**Work order**
All the data should come back exactly as it was given.

(Data extracted from a collection)
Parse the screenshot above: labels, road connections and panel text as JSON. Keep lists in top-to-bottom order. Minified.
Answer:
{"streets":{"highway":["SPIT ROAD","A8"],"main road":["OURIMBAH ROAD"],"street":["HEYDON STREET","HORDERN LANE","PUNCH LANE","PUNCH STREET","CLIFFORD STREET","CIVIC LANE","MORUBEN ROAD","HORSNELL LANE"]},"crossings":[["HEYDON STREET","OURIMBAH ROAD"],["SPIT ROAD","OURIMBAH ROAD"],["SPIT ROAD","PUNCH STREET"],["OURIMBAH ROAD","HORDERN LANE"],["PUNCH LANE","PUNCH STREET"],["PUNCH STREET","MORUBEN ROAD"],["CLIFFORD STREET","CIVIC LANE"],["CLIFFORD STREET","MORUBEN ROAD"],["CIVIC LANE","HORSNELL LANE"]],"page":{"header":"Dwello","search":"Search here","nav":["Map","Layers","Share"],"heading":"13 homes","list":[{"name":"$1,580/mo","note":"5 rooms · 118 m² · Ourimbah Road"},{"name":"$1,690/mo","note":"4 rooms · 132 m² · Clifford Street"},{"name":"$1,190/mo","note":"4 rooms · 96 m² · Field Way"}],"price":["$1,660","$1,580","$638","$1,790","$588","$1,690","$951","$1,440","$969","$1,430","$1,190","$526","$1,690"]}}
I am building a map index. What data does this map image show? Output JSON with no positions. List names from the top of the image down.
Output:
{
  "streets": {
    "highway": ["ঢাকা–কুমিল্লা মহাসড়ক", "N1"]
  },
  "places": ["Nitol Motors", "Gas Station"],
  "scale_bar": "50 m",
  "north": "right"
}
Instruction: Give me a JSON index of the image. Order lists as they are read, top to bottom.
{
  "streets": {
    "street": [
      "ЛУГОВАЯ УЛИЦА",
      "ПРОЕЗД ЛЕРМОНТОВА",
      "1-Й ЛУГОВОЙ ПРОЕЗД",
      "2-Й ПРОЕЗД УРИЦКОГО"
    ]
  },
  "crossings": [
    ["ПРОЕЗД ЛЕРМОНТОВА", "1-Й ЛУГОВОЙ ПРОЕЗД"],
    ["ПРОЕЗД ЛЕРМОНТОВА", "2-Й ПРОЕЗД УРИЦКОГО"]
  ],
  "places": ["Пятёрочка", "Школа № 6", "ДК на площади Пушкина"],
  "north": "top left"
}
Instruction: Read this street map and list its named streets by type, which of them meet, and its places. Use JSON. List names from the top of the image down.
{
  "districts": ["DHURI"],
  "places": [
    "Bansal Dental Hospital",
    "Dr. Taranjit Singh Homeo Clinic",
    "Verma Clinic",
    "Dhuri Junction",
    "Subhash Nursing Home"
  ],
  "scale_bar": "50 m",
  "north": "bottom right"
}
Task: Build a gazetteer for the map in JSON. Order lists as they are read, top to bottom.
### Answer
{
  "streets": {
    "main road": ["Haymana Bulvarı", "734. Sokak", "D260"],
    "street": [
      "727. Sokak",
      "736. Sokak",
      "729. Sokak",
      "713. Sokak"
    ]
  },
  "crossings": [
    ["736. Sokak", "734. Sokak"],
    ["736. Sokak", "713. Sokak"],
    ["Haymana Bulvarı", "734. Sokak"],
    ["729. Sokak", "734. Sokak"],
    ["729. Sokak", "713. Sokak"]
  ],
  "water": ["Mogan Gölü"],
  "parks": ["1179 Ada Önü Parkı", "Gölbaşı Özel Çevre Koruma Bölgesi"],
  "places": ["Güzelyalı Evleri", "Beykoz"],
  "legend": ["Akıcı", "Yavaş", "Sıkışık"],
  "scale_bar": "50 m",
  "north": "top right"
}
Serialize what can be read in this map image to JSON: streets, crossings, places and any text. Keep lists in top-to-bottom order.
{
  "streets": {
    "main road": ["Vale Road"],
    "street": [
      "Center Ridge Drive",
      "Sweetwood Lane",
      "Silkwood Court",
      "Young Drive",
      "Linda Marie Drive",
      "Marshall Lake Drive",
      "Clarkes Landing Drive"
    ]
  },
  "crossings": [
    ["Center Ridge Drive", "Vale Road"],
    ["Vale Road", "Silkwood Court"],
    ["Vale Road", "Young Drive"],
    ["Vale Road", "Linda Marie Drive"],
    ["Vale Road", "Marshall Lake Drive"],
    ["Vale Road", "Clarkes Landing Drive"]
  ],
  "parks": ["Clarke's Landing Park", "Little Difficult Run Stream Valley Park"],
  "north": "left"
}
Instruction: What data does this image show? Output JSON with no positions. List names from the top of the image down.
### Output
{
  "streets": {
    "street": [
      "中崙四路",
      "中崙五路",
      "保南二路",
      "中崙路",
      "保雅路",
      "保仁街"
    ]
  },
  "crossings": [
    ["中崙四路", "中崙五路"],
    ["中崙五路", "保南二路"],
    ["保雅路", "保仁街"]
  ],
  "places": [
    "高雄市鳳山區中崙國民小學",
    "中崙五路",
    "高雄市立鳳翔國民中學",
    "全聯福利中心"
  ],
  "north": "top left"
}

**Answer**
Parse the screenshot above: labels, road connections and panel text as JSON. Keep lists in top-to-bottom order. Minified.
Answer:
{"streets":{"highway":["SPIT ROAD","A8"],"main road":["OURIMBAH ROAD"],"street":["HEYDON STREET","HORDERN LANE","PUNCH LANE","PUNCH STREET","CLIFFORD STREET","CIVIC LANE","MORUBEN ROAD","HORSNELL LANE"]},"crossings":[["HEYDON STREET","OURIMBAH ROAD"],["SPIT ROAD","OURIMBAH ROAD"],["SPIT ROAD","PUNCH STREET"],["OURIMBAH ROAD","HORDERN LANE"],["PUNCH LANE","PUNCH STREET"],["PUNCH STREET","MORUBEN ROAD"],["CLIFFORD STREET","CIVIC LANE"],["CLIFFORD STREET","MORUBEN ROAD"],["CIVIC LANE","HORSNELL LANE"]],"page":{"header":"Dwello","search":"Search here","nav":["Map","Layers","Share"],"heading":"13 homes","list":[{"name":"$1,580/mo","note":"5 rooms · 118 m² · Ourimbah Road"},{"name":"$1,690/mo","note":"4 rooms · 132 m² · Clifford Street"},{"name":"$1,190/mo","note":"4 rooms · 96 m² · Field Way"}],"price":["$1,660","$1,580","$638","$1,790","$588","$1,690","$951","$1,440","$969","$1,430","$1,190","$526","$1,690"]}}
I am building a map index. What data does this map image show? Output JSON with no positions. List names from the top of the image down.
Output:
{
  "streets": {
    "highway": ["ঢাকা–কুমিল্লা মহাসড়ক", "N1"]
  },
  "places": ["Nitol Motors", "Gas Station"],
  "scale_bar": "50 m",
  "north": "right"
}
Instruction: Give me a JSON index of the image. Order lists as they are read, top to bottom.
{
  "streets": {
    "street": [
      "ЛУГОВАЯ УЛИЦА",
      "ПРОЕЗД ЛЕРМОНТОВА",
      "1-Й ЛУГОВОЙ ПРОЕЗД",
      "2-Й ПРОЕЗД УРИЦКОГО"
    ]
  },
  "crossings": [
    ["ПРОЕЗД ЛЕРМОНТОВА", "1-Й ЛУГОВОЙ ПРОЕЗД"],
    ["ПРОЕЗД ЛЕРМОНТОВА", "2-Й ПРОЕЗД УРИЦКОГО"]
  ],
  "places": ["Пятёрочка", "Школа № 6", "ДК на площади Пушкина"],
  "north": "top left"
}
Instruction: Read this street map and list its named streets by type, which of them meet, and its places. Use JSON. List names from the top of the image down.
{
  "districts": ["DHURI"],
  "places": [
    "Bansal Dental Hospital",
    "Dr. Taranjit Singh Homeo Clinic",
    "Verma Clinic",
    "Dhuri Junction",
    "Subhash Nursing Home"
  ],
  "scale_bar": "50 m",
  "north": "bottom right"
}
Task: Build a gazetteer for the map in JSON. Order lists as they are read, top to bottom.
### Answer
{
  "streets": {
    "main road": ["Haymana Bulvarı", "734. Sokak", "D260"],
    "street": [
      "727. Sokak",
      "736. Sokak",
      "729. Sokak",
      "713. Sokak"
    ]
  },
  "crossings": [
    ["736. Sokak", "734. Sokak"],
    ["736. Sokak", "713. Sokak"],
    ["Haymana Bulvarı", "734. Sokak"],
    ["729. Sokak", "734. Sokak"],
    ["729. Sokak", "713. Sokak"]
  ],
  "water": ["Mogan Gölü"],
  "parks": ["1179 Ada Önü Parkı", "Gölbaşı Özel Çevre Koruma Bölgesi"],
  "places": ["Güzelyalı Evleri", "Beykoz"],
  "legend": ["Akıcı", "Yavaş", "Sıkışık"],
  "scale_bar": "50 m",
  "north": "top right"
}
Serialize what can be read in this map image to JSON: streets, crossings, places and any text. Keep lists in top-to-bottom order.
{
  "streets": {
    "main road": ["Vale Road"],
    "street": [
      "Center Ridge Drive",
      "Sweetwood Lane",
      "Silkwood Court",
      "Young Drive",
      "Linda Marie Drive",
      "Marshall Lake Drive",
      "Clarkes Landing Drive"
    ]
  },
  "crossings": [
    ["Center Ridge Drive", "Vale Road"],
    ["Vale Road", "Silkwood Court"],
    ["Vale Road", "Young Drive"],
    ["Vale Road", "Linda Marie Drive"],
    ["Vale Road", "Marshall Lake Drive"],
    ["Vale Road", "Clarkes Landing Drive"]
  ],
  "parks": ["Clarke's Landing Park", "Little Difficult Run Stream Valley Park"],
  "north": "left"
}
Instruction: What data does this image show? Output JSON with no positions. List names from the top of the image down.
### Output
{
  "streets": {
    "street": [
      "中崙四路",
      "中崙五路",
      "保南二路",
      "中崙路",
      "保雅路",
      "保仁街"
    ]
  },
  "crossings": [
    ["中崙四路", "中崙五路"],
    ["中崙五路", "保南二路"],
    ["保雅路", "保仁街"]
  ],
  "places": [
    "高雄市鳳山區中崙國民小學",
    "中崙五路",
    "高雄市立鳳翔國民中學",
    "全聯福利中心"
  ],
  "north": "top left"
}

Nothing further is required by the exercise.